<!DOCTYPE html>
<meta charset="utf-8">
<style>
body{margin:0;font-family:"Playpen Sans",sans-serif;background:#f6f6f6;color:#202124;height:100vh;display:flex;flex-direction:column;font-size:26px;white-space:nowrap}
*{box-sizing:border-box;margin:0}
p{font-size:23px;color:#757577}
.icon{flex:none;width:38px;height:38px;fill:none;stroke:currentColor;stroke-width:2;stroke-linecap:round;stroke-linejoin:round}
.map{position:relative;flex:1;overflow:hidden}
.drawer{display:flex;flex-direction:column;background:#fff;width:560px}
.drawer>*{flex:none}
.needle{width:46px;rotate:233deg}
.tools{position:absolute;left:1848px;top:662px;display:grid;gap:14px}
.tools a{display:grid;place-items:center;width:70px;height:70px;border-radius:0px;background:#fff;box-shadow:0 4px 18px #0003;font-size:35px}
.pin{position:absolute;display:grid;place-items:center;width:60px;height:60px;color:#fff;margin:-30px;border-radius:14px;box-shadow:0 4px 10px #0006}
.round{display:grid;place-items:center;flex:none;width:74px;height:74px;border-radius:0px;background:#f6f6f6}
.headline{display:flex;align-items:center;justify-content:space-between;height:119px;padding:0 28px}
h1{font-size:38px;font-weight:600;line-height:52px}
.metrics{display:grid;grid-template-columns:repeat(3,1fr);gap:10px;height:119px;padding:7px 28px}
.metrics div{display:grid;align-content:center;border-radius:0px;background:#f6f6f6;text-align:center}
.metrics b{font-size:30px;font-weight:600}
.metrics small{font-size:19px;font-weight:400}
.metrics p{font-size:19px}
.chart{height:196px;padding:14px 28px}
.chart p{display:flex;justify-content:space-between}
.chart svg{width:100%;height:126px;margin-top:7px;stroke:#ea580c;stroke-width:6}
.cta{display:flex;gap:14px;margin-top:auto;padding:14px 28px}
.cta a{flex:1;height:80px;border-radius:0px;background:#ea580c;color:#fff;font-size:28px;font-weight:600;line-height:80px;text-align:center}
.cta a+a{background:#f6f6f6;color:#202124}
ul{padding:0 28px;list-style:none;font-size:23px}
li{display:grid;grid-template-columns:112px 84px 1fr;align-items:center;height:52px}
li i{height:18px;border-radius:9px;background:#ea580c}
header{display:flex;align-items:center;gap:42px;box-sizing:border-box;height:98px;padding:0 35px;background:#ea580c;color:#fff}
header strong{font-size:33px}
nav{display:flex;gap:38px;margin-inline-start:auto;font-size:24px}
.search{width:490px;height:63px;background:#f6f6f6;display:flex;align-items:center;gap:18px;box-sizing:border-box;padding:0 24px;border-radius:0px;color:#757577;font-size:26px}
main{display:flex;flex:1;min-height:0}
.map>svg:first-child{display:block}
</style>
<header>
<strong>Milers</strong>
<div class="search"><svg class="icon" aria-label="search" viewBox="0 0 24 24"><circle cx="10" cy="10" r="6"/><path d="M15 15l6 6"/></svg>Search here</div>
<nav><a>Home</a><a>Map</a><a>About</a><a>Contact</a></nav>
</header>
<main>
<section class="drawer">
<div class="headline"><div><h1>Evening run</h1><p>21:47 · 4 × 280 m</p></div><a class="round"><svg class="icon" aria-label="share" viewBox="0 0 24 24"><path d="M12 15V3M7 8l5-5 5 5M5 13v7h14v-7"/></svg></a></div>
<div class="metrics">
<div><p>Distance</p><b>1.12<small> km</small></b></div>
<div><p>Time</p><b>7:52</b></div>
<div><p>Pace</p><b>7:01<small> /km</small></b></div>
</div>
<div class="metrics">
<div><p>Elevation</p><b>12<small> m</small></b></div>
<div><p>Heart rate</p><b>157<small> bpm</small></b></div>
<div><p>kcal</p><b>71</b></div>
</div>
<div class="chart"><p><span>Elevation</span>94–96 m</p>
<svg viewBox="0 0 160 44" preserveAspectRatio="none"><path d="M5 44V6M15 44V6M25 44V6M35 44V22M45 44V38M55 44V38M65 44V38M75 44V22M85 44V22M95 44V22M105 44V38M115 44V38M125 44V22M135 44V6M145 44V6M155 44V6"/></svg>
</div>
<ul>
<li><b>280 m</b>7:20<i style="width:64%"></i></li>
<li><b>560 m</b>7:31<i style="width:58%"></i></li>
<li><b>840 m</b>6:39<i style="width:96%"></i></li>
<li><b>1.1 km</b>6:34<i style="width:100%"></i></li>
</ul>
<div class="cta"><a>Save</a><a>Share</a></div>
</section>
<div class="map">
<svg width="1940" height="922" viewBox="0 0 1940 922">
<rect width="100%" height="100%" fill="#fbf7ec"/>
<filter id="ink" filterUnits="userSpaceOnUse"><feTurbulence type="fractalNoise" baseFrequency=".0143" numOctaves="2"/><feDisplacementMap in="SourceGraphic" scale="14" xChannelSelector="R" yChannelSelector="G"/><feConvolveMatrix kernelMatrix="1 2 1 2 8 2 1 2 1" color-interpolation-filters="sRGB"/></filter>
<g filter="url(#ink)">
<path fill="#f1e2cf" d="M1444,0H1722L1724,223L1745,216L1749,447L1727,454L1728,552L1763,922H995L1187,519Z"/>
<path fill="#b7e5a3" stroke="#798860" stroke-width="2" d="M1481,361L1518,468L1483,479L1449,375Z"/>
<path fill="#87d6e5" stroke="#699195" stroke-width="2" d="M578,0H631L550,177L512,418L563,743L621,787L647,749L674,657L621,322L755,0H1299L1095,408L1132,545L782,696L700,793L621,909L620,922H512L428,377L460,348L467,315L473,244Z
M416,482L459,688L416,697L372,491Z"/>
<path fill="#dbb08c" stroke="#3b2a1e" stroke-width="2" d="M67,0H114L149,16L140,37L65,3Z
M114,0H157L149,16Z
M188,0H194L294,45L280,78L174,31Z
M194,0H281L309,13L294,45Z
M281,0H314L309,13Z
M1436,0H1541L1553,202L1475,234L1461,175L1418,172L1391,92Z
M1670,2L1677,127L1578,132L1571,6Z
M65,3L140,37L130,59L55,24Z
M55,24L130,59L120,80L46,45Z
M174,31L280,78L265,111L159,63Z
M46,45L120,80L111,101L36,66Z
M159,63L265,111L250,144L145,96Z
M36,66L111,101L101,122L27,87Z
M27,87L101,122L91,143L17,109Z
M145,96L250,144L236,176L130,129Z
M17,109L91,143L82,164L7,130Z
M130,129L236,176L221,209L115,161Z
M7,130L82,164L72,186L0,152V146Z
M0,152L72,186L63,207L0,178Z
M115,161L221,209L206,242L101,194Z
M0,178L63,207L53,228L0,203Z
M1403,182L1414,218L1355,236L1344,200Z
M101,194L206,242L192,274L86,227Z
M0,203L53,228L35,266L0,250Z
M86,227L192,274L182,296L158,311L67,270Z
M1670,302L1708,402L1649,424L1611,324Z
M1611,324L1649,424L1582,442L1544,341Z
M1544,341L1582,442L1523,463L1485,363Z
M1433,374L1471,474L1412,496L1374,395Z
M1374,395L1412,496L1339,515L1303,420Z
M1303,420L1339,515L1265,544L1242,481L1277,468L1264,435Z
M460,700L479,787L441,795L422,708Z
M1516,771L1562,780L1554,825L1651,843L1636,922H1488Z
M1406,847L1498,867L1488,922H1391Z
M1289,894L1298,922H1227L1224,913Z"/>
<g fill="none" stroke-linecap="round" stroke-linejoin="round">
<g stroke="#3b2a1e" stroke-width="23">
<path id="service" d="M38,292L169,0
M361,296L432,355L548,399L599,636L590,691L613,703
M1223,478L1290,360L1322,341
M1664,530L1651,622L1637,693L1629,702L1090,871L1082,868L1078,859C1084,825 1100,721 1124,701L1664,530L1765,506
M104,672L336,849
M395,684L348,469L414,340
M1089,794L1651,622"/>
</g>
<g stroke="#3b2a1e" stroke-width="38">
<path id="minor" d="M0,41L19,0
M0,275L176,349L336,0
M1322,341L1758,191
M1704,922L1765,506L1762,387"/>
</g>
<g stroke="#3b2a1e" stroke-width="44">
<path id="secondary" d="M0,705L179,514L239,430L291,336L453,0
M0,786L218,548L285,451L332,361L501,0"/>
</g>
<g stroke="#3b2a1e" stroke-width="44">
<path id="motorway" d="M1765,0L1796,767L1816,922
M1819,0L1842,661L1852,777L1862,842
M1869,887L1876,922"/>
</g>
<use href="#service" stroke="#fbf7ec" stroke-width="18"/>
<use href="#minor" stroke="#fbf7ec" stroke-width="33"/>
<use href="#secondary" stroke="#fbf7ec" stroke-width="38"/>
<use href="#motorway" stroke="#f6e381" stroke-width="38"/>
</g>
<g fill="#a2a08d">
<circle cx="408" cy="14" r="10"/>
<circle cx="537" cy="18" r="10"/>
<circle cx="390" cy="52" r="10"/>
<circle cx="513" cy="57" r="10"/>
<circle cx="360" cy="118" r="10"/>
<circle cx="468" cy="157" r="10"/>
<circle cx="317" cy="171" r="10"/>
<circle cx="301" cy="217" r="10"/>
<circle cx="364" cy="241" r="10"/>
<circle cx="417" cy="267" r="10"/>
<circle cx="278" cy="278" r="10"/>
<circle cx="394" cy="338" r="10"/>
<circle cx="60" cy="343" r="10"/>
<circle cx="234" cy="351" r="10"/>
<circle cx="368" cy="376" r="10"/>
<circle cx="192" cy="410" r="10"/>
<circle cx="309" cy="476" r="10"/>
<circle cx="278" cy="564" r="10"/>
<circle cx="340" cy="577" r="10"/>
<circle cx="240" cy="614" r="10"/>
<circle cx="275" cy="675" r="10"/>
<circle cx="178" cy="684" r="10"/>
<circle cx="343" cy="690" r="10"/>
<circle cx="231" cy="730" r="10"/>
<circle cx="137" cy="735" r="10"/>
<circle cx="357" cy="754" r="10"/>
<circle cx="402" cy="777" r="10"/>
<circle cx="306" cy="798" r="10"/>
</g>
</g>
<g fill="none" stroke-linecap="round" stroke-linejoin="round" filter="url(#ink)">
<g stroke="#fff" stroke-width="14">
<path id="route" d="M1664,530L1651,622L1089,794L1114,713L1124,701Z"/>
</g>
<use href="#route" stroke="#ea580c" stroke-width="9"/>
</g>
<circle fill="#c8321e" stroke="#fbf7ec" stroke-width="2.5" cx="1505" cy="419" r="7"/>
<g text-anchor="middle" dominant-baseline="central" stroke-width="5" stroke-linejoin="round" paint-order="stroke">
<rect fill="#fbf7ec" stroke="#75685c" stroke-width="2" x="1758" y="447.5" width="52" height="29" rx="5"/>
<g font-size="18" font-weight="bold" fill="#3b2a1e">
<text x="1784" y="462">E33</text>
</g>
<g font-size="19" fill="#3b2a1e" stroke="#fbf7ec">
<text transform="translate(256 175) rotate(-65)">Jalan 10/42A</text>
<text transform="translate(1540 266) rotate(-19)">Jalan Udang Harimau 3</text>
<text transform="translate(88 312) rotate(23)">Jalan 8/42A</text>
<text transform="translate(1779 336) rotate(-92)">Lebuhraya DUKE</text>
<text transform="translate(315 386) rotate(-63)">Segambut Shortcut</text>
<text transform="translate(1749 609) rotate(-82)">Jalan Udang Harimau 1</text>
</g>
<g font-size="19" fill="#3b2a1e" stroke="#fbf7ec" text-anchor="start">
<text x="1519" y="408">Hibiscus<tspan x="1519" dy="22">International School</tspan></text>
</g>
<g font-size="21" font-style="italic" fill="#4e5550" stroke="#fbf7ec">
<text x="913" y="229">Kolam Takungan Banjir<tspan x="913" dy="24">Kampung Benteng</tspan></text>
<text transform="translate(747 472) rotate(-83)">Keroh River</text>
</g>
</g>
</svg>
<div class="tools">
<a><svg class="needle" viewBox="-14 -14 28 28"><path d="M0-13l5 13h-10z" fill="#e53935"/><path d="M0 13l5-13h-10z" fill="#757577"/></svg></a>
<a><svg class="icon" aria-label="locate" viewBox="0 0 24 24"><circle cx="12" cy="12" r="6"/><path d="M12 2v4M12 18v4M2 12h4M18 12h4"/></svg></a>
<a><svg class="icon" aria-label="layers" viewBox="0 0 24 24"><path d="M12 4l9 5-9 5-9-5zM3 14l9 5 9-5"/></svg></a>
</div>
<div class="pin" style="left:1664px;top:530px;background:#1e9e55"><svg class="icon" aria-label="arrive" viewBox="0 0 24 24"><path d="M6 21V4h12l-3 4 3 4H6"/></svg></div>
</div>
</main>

_What is required_
What is the number of lines in the data above that include the word "tools"? Answer with that number only.

_Response_
3